Groups like the All India Kisan Sabha argue:

  • Greater corporate presence will increase seed prices.
  • Farmers may become dependent on private companies.
2. Threat to Seed Sovereignty

They fear:

  • Corporate monopolies may dominate seed markets.
  • Traditional seed-sharing systems could weaken.
  • India’s biodiversity conservation framework may be undermined.
3. Over-Centralisation

The Bill introduces:

  • A more centralised regulatory structure, which farmer groups believe:
    • Reduces State autonomy
    • Weakens farmer-centric protections
4. Potential Conflict with Existing Laws

Farmer groups argue the Bill must align with:

  • Protection of Plant Varieties and Farmers’ Rights Act (PPV&FRA), 2001
  • Convention on Biological Diversity (CBD)
  • International Treaty on Plant Genetic Resources for Food and Agriculture (ITPGRFA)

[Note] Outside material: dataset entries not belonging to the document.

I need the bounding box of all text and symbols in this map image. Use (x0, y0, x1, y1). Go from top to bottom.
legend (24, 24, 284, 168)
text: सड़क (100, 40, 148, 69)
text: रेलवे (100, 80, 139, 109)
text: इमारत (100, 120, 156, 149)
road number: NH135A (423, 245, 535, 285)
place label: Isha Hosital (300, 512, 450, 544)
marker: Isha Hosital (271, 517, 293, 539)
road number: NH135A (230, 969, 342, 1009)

They fear the new Bill dilutes these safeguards.

Facts To Remember

1. GRAP Stage-3 revoked in Delhi-NCR amid AQI improvement

The Commission for Air Quality Management (CAQM) on Wednesday revoked theStage-3 restrictions under the Graded Response Action Plan (GRAP) in Delhi-NCR, after the air quality showed improvement in the last three days.

2. Assam Anti-Polygamy Bill 2025

Assam government introduced the Assam Prohibition of Polygamy Bill, 2025 to criminalise polygamous marriages and promote gender justice.

Aim: Ensure monogamy as the legal norm, protect women’s rights, and provide compensation to affected spouses.

Exclusions: Scheduled Tribes and Sixth Schedule areas (autonomous hill districts and Bodoland Territorial Region) remain outside the law.

3. PM Modi inaugurates Safran Aircraft Engine Services India facility in Hyderabad

  Prime Minister Narendra Modi today virtually inaugurated the Safran Aircraft Engine Services India-SAESI facility in Hyderabad, Telangana.